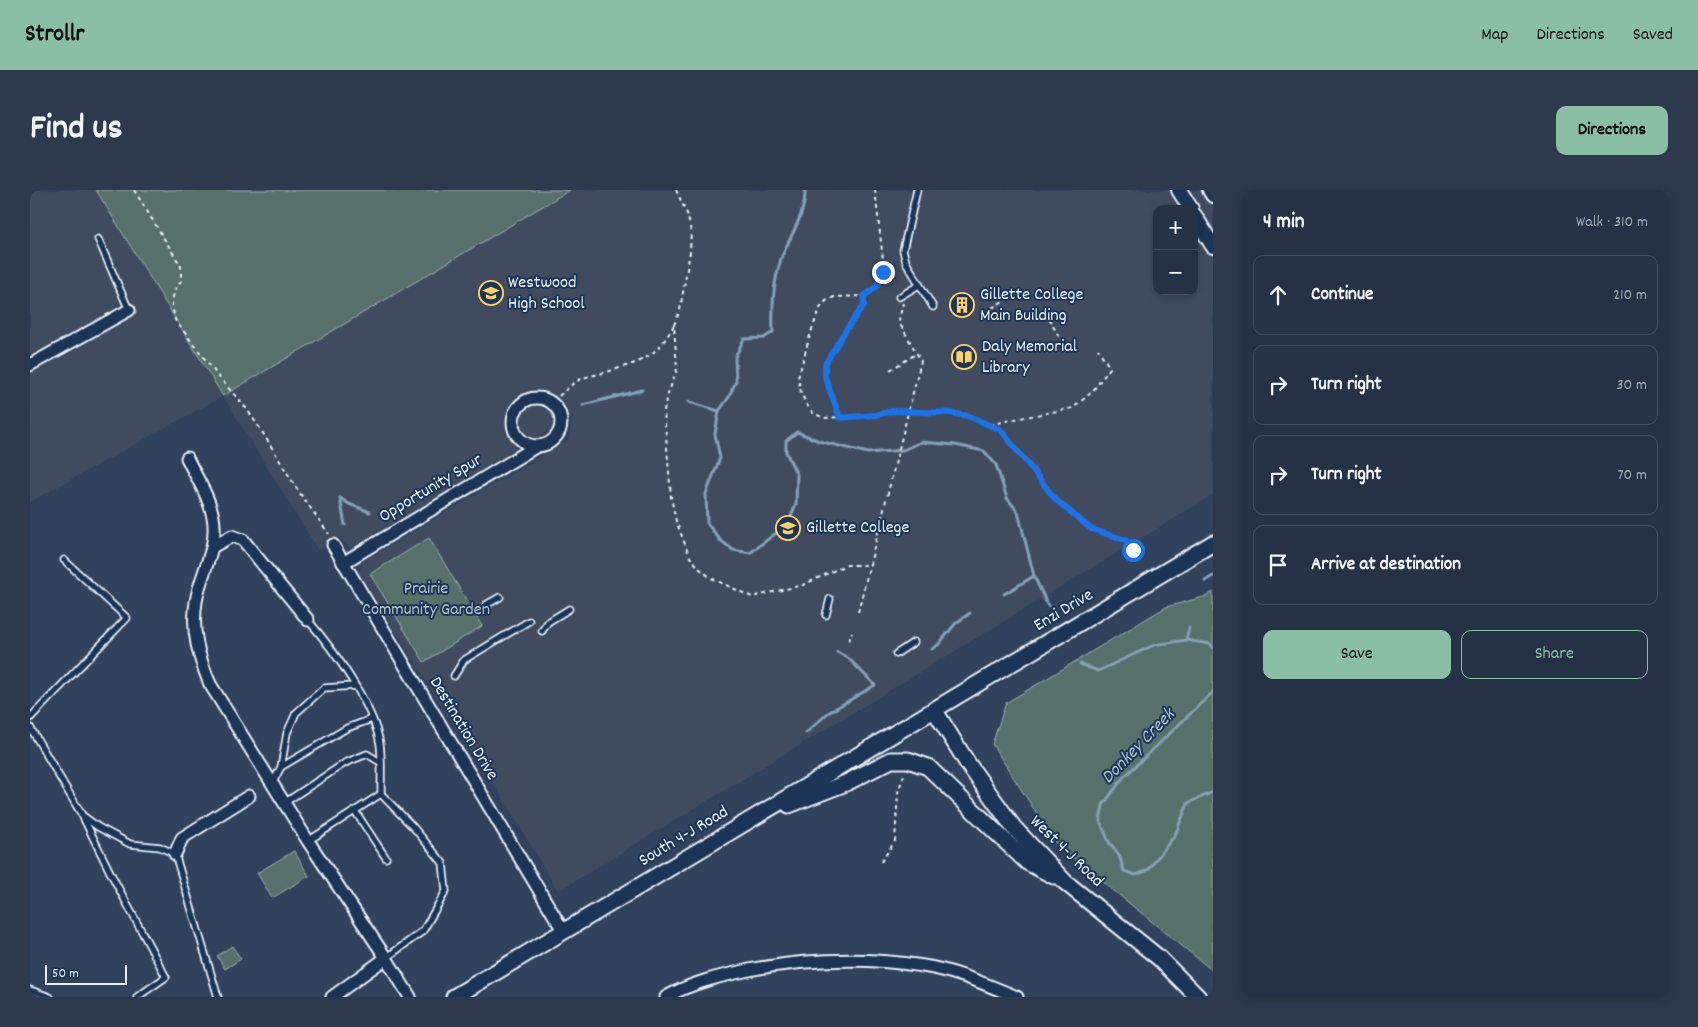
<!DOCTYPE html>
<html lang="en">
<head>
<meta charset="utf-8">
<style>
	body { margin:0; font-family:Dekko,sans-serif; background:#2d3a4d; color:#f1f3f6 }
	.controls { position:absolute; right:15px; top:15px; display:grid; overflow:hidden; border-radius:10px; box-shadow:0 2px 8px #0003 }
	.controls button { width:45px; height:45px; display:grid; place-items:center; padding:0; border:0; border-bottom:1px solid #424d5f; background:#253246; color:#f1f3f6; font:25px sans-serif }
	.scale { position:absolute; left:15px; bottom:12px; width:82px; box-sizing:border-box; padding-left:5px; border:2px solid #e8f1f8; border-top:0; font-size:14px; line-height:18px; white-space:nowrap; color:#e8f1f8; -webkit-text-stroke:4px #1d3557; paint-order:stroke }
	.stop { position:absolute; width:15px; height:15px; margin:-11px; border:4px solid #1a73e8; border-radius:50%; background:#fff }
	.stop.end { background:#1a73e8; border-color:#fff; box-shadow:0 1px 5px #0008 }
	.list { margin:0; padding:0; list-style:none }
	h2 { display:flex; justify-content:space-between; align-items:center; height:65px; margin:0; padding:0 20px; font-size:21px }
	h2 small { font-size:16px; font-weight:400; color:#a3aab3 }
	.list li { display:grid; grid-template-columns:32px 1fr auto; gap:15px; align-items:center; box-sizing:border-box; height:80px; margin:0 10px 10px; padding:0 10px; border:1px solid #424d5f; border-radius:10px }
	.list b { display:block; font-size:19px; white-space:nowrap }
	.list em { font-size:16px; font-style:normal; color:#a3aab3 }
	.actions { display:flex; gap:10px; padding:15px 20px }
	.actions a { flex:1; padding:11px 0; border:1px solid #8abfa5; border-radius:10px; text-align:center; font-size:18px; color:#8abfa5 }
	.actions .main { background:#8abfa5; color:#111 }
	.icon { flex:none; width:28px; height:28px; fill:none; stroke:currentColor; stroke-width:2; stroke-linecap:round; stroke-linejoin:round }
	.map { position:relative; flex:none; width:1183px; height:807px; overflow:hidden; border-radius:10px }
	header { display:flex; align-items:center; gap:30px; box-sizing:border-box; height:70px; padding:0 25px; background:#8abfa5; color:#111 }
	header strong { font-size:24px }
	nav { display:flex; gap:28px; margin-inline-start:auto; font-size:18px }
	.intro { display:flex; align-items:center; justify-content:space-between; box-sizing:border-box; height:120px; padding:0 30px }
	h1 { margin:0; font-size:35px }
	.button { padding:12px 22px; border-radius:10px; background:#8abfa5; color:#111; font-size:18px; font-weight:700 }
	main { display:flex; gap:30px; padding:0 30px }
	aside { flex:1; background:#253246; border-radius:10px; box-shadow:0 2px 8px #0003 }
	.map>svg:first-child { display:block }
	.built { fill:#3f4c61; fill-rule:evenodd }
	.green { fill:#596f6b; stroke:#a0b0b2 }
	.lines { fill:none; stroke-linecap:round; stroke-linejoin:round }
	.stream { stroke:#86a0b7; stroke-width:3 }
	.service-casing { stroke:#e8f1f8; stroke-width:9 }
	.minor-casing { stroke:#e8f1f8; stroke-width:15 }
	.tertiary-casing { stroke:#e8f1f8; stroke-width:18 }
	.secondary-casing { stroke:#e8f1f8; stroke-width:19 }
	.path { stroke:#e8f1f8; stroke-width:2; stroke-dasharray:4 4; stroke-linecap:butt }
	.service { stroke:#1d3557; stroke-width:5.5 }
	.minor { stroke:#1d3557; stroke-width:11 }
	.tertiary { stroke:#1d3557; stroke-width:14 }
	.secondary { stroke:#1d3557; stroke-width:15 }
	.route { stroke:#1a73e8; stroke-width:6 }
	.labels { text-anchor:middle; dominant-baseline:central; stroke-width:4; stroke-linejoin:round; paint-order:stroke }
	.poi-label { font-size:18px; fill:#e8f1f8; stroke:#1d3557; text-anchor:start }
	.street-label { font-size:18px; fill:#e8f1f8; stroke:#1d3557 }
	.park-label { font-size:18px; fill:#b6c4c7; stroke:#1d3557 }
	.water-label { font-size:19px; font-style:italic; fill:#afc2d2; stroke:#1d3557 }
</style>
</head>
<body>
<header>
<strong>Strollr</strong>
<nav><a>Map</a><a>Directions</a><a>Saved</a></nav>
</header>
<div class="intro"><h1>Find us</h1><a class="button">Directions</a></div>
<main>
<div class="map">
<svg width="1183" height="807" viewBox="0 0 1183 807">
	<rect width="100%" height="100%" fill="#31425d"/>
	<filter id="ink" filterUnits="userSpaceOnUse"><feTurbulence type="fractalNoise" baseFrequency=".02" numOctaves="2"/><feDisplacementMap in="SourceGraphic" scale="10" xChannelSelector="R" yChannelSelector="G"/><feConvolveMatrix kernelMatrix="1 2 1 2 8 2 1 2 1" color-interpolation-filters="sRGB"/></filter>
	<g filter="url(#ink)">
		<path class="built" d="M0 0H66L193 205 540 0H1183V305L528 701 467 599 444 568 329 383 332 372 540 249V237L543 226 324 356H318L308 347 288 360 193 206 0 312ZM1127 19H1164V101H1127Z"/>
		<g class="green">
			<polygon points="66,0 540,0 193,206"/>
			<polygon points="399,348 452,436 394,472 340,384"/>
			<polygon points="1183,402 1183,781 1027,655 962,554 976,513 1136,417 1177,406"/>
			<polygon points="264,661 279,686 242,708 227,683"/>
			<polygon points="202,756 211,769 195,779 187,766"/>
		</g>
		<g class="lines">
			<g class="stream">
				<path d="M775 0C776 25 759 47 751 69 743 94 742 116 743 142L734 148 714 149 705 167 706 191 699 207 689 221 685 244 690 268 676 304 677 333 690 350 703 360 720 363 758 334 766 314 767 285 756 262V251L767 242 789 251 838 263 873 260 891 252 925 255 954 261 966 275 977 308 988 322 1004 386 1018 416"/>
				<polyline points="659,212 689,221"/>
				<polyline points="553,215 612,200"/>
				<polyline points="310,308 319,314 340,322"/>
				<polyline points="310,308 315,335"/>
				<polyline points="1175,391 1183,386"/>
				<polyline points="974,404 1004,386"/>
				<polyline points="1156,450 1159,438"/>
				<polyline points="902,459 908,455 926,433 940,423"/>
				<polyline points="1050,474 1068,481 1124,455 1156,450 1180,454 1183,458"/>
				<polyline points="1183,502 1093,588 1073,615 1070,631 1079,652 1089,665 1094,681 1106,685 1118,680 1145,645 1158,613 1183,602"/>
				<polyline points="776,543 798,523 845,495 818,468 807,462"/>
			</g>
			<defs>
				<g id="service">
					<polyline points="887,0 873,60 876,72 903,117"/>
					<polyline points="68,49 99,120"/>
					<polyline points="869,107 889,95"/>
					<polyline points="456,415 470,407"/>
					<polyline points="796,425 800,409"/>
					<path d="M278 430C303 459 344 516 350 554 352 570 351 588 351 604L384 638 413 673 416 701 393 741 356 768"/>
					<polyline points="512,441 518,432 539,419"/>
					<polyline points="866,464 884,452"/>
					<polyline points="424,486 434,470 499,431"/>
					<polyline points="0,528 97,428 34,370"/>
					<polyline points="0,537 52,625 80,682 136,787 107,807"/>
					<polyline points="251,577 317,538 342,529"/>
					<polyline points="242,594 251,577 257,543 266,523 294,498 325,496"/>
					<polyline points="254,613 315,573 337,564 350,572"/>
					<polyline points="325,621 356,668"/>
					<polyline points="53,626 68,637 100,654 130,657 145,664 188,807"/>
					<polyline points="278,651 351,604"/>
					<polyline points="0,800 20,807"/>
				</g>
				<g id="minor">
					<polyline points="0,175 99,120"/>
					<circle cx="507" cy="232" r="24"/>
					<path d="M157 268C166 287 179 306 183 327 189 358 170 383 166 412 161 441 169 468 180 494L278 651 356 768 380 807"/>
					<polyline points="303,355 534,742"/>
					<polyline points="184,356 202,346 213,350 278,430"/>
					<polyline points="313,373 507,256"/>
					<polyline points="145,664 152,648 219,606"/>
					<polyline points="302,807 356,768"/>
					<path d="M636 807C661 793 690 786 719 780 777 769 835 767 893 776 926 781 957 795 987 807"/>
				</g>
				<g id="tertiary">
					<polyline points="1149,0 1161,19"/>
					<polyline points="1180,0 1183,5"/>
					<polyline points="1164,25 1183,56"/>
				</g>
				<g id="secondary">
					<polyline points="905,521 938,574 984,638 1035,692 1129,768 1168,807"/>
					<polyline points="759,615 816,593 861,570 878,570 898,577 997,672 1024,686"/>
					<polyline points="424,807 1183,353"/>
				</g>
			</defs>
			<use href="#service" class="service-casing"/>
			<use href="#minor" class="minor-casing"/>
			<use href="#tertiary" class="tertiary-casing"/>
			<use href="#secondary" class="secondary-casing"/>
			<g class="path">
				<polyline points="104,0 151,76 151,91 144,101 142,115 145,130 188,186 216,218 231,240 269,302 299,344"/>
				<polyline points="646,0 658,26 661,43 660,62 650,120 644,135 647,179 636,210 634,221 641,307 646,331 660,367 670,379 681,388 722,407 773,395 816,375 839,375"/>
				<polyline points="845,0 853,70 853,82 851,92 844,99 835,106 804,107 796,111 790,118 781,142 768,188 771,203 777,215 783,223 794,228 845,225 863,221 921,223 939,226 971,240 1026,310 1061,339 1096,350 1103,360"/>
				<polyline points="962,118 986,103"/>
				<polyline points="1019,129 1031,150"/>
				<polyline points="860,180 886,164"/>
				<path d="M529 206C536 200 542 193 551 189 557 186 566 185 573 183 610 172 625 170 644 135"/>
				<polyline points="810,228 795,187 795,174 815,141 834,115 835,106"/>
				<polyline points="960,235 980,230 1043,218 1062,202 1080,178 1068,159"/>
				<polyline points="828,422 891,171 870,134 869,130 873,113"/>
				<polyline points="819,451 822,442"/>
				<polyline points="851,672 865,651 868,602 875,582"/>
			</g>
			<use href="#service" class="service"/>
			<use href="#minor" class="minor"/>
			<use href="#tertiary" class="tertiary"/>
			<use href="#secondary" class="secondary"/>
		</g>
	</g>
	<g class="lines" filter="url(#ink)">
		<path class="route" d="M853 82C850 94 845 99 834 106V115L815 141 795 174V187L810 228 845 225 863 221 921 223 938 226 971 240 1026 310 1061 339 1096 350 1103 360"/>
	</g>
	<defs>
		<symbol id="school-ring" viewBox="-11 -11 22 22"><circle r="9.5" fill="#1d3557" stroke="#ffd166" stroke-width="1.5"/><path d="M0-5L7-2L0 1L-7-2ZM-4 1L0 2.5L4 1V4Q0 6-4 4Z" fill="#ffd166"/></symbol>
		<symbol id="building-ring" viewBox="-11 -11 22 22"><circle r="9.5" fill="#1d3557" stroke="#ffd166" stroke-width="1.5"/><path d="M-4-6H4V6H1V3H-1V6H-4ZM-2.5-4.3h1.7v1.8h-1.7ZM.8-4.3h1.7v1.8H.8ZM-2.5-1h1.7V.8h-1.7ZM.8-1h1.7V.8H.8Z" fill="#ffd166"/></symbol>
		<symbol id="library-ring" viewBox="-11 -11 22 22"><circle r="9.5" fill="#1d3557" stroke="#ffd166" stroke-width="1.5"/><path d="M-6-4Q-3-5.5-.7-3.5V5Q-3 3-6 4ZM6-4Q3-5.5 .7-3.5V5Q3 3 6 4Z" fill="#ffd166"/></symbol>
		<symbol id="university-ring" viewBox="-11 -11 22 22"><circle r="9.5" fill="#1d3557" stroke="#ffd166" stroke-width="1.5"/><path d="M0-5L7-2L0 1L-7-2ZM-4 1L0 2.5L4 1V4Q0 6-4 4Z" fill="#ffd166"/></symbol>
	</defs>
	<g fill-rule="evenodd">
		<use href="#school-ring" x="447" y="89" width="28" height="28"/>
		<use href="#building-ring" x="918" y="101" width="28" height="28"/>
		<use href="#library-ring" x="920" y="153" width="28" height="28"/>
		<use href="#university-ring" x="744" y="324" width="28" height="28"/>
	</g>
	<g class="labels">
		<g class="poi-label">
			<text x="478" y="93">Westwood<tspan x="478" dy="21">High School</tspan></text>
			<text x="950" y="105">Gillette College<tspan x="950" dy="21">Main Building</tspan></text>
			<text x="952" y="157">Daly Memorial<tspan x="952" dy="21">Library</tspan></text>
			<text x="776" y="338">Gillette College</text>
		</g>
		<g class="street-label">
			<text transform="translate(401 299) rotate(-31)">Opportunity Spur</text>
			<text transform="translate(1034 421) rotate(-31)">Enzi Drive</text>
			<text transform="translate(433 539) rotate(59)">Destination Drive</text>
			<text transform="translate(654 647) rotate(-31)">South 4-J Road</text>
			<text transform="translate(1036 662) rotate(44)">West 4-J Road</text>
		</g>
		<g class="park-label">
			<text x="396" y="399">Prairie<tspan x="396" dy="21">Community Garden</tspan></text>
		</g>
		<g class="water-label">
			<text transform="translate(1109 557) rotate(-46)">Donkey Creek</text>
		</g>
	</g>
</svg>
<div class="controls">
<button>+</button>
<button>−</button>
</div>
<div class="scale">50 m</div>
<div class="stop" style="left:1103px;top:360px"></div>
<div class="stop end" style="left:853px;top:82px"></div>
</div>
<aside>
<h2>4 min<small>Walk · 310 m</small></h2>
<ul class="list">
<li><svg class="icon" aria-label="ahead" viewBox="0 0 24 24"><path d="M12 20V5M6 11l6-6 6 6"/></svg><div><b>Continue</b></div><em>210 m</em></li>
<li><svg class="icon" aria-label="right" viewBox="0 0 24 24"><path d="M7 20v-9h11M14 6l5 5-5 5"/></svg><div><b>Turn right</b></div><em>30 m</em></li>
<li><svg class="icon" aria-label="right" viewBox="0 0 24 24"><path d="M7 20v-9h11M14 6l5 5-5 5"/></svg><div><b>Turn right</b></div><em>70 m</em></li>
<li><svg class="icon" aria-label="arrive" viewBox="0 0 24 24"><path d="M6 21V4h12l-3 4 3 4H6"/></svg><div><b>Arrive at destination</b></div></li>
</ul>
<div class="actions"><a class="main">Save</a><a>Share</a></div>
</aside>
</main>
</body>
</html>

■ ■ ■ ■ ■

*Assignment*:
Go through the data and return each line where the word "nowrap" appears.

*Task response*:
	.scale { position:absolute; left:15px; bottom:12px; width:82px; box-sizing:border-box; padding-left:5px; border:2px solid #e8f1f8; border-top:0; font-size:14px; line-height:18px; white-space:nowrap; color:#e8f1f8; -webkit-text-stroke:4px #1d3557; paint-order:stroke }
	.list b { display:block; font-size:19px; white-space:nowrap }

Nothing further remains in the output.